───── DATA PROVIDED ─────
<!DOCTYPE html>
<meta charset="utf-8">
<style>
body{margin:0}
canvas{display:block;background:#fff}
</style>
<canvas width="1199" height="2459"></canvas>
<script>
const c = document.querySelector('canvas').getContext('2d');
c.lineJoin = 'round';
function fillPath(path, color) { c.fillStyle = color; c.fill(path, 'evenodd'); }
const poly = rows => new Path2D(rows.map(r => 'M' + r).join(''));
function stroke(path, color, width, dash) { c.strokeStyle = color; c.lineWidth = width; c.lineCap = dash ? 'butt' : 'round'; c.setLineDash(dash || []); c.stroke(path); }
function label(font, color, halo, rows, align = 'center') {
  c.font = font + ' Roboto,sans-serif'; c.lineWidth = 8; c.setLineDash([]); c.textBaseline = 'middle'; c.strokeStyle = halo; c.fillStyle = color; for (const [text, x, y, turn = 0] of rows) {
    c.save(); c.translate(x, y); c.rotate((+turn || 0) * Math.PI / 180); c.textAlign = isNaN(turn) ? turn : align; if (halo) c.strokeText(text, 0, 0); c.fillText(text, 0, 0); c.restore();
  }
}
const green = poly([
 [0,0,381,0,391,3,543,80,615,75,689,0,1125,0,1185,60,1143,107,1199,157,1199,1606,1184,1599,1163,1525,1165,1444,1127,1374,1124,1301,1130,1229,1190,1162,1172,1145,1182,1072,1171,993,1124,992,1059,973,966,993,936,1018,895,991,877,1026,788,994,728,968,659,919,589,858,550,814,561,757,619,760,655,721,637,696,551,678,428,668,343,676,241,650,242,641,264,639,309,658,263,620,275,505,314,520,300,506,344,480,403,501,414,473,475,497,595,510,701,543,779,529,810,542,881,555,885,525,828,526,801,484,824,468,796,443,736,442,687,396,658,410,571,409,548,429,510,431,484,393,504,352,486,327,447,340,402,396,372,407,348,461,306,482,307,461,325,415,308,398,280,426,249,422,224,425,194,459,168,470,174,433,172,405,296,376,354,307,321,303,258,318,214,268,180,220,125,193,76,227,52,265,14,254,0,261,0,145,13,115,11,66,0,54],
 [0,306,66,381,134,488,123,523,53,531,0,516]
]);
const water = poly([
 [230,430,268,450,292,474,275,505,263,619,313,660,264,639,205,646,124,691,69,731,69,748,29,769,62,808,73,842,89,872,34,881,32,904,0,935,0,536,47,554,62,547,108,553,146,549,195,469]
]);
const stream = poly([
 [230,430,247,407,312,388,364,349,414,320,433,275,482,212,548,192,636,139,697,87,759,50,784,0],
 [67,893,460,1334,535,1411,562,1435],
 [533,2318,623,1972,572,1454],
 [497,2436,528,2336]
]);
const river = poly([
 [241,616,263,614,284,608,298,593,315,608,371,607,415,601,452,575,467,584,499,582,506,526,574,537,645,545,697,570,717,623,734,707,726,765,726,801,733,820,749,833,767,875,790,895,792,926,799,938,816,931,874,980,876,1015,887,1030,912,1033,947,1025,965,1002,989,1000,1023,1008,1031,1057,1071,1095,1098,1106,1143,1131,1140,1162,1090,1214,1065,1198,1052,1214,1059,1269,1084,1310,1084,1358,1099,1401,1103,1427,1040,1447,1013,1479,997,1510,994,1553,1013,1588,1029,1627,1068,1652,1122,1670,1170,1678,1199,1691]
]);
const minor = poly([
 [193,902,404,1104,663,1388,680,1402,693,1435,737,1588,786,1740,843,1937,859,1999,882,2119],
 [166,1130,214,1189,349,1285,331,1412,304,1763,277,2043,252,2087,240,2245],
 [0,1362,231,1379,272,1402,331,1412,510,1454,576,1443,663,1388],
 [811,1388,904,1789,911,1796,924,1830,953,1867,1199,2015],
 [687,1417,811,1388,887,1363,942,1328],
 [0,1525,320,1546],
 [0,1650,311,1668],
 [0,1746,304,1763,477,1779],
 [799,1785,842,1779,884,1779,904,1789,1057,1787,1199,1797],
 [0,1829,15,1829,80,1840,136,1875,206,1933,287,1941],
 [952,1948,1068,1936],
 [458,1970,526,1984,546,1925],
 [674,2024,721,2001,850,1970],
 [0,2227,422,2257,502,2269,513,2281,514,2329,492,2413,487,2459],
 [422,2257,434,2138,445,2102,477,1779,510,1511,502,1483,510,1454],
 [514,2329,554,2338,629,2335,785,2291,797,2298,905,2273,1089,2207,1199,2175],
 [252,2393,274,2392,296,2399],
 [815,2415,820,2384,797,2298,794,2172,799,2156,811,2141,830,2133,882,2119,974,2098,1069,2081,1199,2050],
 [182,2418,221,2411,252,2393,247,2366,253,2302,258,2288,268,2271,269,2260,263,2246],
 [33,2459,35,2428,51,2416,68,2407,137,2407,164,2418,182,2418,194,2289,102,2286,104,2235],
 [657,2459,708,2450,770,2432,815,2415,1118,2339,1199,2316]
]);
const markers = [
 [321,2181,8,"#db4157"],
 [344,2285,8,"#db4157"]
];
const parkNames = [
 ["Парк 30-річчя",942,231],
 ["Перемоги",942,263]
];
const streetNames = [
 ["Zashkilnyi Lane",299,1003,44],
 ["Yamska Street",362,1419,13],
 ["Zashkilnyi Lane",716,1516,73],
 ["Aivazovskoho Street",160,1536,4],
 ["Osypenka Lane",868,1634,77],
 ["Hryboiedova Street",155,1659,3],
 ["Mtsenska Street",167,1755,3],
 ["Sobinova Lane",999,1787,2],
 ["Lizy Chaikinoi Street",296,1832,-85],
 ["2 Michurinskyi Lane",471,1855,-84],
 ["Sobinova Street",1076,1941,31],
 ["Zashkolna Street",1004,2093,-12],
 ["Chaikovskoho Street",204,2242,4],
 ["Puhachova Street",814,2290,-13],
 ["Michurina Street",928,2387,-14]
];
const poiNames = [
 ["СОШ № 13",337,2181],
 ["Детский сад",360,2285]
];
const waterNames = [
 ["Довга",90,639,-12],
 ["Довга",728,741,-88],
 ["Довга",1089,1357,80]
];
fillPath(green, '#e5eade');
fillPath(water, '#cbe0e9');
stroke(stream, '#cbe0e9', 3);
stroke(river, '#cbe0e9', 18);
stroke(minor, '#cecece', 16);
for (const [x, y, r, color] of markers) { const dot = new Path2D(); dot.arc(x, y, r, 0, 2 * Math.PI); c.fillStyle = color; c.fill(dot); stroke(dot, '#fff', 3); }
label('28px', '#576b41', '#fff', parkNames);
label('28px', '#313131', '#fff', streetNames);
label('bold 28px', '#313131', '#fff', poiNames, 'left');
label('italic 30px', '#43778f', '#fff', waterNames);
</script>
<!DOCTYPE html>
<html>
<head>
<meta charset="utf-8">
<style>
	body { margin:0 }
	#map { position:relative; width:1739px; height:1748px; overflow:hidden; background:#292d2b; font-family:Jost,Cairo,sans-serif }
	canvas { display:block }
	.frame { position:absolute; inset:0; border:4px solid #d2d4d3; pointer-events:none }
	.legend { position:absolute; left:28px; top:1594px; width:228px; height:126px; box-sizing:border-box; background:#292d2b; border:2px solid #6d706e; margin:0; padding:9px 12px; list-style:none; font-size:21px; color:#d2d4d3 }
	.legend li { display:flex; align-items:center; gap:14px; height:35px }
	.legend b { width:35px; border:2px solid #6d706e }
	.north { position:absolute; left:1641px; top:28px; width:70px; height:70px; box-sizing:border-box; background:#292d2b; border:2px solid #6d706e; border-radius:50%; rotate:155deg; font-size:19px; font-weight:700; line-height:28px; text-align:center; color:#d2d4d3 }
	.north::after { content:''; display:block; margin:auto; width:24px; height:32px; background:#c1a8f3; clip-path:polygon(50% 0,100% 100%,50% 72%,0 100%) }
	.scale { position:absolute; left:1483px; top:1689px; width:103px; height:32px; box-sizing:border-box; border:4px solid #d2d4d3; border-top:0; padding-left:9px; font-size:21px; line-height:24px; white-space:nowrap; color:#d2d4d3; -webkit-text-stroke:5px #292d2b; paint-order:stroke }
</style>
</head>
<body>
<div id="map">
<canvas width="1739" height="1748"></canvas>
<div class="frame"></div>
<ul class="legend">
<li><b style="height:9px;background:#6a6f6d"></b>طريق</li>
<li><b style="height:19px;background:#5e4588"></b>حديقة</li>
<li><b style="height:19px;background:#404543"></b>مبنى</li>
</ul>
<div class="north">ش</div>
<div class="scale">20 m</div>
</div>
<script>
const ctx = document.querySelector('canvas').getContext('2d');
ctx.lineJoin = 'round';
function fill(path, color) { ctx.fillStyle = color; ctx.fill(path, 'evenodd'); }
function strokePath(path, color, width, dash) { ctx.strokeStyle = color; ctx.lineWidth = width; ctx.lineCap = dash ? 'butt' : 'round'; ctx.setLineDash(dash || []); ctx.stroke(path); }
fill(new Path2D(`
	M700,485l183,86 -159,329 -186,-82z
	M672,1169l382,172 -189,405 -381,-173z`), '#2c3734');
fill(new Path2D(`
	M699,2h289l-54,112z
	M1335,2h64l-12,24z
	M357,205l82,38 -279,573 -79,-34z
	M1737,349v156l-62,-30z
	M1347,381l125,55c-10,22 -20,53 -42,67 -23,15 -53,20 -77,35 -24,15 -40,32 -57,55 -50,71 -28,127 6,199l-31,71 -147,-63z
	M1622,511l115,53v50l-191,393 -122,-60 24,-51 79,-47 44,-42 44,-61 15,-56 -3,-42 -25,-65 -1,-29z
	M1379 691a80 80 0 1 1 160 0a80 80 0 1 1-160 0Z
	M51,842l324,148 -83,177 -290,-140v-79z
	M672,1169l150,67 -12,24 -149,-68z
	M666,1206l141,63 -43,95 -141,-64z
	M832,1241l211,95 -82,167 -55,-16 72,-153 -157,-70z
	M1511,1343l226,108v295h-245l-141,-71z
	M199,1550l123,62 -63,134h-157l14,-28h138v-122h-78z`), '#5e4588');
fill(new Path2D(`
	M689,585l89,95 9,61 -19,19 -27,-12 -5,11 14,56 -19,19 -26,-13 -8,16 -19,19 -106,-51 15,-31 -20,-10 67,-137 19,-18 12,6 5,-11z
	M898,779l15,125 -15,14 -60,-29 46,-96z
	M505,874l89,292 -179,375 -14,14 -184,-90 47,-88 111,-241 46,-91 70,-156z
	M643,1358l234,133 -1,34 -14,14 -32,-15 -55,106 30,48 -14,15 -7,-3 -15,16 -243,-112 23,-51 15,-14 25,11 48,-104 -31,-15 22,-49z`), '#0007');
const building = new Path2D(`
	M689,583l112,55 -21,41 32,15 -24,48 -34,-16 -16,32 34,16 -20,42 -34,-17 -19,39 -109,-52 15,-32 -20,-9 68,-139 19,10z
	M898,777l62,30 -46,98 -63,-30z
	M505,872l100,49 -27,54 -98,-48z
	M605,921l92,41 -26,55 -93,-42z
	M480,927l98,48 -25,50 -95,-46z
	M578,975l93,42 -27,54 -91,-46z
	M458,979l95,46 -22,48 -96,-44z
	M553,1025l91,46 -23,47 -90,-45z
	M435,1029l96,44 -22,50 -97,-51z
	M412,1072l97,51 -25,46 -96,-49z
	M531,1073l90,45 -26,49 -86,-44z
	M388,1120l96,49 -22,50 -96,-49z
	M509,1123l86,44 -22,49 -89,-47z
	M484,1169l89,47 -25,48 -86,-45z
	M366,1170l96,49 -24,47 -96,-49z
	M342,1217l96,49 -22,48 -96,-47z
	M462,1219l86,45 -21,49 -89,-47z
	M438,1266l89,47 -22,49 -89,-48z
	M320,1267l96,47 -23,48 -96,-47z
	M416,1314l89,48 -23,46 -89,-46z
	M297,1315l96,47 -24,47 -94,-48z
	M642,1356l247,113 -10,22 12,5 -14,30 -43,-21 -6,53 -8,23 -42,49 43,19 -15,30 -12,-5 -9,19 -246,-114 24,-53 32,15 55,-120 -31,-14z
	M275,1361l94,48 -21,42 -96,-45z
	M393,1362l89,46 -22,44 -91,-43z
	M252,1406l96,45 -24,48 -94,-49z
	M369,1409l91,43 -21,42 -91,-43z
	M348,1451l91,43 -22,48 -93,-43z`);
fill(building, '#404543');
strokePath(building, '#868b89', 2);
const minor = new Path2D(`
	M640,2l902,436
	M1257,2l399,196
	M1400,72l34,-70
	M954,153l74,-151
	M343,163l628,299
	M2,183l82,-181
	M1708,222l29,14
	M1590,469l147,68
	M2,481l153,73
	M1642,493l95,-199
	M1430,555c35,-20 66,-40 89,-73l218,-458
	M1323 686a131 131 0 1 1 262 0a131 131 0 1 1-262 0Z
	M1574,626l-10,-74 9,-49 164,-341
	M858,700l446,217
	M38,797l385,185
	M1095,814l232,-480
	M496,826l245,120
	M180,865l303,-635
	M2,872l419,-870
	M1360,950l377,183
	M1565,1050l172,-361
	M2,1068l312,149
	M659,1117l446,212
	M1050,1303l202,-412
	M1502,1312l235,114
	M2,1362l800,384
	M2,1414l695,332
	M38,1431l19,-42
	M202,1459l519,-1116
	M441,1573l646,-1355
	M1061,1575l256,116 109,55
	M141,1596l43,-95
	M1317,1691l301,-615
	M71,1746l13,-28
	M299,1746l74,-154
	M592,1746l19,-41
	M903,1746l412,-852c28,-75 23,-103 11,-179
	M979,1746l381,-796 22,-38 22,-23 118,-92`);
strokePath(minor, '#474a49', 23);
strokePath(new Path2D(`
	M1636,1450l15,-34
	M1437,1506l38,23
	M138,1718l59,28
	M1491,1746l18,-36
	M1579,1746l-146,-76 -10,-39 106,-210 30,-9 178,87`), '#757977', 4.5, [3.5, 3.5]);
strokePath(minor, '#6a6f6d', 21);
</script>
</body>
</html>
─────
** EXERCISE DETAILS **
Copy the stretch of the records above that runs from the line with "M366,1170l96,49 -24,47 -96,-49z" through the line with "M1491,1746l18,-36". Both end lines belong in the copy, and nothing else does.

** RESULT OF THIS TASK **
	M366,1170l96,49 -24,47 -96,-49z
	M342,1217l96,49 -22,48 -96,-47z
	M462,1219l86,45 -21,49 -89,-47z
	M438,1266l89,47 -22,49 -89,-48z
	M320,1267l96,47 -23,48 -96,-47z
	M416,1314l89,48 -23,46 -89,-46z
	M297,1315l96,47 -24,47 -94,-48z
	M642,1356l247,113 -10,22 12,5 -14,30 -43,-21 -6,53 -8,23 -42,49 43,19 -15,30 -12,-5 -9,19 -246,-114 24,-53 32,15 55,-120 -31,-14z
	M275,1361l94,48 -21,42 -96,-45z
	M393,1362l89,46 -22,44 -91,-43z
	M252,1406l96,45 -24,48 -94,-49z
	M369,1409l91,43 -21,42 -91,-43z
	M348,1451l91,43 -22,48 -93,-43z`);
fill(building, '#404543');
strokePath(building, '#868b89', 2);
const minor = new Path2D(`
	M640,2l902,436
	M1257,2l399,196
	M1400,72l34,-70
	M954,153l74,-151
	M343,163l628,299
	M2,183l82,-181
	M1708,222l29,14
	M1590,469l147,68
	M2,481l153,73
	M1642,493l95,-199
	M1430,555c35,-20 66,-40 89,-73l218,-458
	M1323 686a131 131 0 1 1 262 0a131 131 0 1 1-262 0Z
	M1574,626l-10,-74 9,-49 164,-341
	M858,700l446,217
	M38,797l385,185
	M1095,814l232,-480
	M496,826l245,120
	M180,865l303,-635
	M2,872l419,-870
	M1360,950l377,183
	M1565,1050l172,-361
	M2,1068l312,149
	M659,1117l446,212
	M1050,1303l202,-412
	M1502,1312l235,114
	M2,1362l800,384
	M2,1414l695,332
	M38,1431l19,-42
	M202,1459l519,-1116
	M441,1573l646,-1355
	M1061,1575l256,116 109,55
	M141,1596l43,-95
	M1317,1691l301,-615
	M71,1746l13,-28
	M299,1746l74,-154
	M592,1746l19,-41
	M903,1746l412,-852c28,-75 23,-103 11,-179
	M979,1746l381,-796 22,-38 22,-23 118,-92`);
strokePath(minor, '#474a49', 23);
strokePath(new Path2D(`
	M1636,1450l15,-34
	M1437,1506l38,23
	M138,1718l59,28
	M1491,1746l18,-36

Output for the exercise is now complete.